### TASK TO COMPLETE
Show every line below where "service" can be found.

[[ RECORDS FOR PROCESSING open ]]

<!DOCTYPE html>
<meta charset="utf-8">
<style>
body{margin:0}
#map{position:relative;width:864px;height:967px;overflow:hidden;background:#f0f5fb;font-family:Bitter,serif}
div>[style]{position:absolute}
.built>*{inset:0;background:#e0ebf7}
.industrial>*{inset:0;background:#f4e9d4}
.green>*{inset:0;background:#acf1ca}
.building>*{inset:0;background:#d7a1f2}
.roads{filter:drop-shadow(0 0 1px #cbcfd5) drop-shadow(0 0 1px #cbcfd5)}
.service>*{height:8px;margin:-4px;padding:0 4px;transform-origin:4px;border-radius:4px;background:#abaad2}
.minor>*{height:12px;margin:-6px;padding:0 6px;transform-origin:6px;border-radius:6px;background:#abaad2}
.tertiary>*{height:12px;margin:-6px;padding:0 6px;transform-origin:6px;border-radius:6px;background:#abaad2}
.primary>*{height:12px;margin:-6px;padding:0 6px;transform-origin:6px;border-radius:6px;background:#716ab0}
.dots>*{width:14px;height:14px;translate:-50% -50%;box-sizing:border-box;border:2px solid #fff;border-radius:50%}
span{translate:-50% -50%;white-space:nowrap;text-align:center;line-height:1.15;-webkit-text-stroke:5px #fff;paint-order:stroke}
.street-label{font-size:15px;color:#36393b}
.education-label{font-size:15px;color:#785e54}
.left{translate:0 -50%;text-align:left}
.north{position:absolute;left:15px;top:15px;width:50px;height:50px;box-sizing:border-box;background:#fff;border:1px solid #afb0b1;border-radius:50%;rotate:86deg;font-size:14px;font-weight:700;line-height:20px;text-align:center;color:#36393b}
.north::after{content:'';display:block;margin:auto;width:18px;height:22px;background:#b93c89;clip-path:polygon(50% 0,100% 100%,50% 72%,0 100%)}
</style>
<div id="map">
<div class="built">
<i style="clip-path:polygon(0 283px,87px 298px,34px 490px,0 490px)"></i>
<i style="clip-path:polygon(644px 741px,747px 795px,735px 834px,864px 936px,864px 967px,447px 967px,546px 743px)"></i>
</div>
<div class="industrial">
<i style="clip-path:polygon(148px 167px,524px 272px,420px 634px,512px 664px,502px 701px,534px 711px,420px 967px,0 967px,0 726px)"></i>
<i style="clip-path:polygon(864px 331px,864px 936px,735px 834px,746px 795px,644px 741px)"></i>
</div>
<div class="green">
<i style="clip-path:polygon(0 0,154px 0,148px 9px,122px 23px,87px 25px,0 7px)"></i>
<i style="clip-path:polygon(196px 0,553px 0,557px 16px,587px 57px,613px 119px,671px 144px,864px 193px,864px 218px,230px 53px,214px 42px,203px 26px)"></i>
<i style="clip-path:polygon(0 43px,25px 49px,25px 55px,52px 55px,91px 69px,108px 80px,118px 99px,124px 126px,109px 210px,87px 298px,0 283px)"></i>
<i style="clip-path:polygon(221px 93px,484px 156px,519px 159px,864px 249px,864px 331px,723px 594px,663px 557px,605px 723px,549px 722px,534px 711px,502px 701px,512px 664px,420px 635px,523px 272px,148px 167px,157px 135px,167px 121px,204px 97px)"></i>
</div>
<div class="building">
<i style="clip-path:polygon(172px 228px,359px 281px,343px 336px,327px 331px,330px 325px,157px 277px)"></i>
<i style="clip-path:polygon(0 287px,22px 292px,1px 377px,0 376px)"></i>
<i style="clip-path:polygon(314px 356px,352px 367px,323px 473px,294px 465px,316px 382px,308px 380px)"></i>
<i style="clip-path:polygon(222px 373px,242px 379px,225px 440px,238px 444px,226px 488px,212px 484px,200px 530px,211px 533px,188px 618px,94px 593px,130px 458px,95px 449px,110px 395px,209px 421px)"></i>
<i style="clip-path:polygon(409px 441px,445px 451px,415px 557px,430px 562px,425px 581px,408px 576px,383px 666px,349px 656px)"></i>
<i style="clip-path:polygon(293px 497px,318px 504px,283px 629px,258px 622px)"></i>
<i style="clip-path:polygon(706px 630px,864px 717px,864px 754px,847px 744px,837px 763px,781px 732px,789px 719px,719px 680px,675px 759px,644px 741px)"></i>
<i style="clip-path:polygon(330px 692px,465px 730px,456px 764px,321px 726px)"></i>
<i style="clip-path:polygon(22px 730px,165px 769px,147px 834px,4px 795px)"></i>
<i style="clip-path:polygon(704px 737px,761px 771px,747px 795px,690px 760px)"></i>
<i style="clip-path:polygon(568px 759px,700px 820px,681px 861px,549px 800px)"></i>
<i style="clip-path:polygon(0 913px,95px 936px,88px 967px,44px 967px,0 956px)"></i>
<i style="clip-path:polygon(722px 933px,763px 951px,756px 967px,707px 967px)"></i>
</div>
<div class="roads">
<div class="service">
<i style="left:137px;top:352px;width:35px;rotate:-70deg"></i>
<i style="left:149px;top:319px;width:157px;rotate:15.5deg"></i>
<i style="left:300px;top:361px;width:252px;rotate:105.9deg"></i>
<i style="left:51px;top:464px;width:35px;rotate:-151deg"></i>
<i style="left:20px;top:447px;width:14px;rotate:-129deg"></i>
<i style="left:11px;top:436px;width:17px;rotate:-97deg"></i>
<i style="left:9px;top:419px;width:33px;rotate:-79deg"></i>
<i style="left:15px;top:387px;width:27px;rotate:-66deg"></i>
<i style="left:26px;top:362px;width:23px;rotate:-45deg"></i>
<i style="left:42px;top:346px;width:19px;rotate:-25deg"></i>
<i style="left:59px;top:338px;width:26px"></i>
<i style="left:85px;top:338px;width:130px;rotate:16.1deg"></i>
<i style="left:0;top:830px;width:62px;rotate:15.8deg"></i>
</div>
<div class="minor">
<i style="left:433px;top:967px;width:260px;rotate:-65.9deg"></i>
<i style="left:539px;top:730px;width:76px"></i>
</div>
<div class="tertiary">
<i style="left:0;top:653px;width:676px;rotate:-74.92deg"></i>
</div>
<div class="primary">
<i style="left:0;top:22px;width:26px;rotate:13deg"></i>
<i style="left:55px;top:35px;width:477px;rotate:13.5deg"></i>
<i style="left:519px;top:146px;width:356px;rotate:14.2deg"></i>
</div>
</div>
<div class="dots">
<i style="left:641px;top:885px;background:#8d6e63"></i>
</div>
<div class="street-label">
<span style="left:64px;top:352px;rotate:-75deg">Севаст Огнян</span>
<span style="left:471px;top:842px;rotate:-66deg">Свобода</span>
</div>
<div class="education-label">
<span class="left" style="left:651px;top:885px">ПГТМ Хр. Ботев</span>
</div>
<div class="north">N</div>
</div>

[[ RECORDS FOR PROCESSING closed ]]

### TASK SOLUTION
.service>*{height:8px;margin:-4px;padding:0 4px;transform-origin:4px;border-radius:4px;background:#abaad2}
<div class="service">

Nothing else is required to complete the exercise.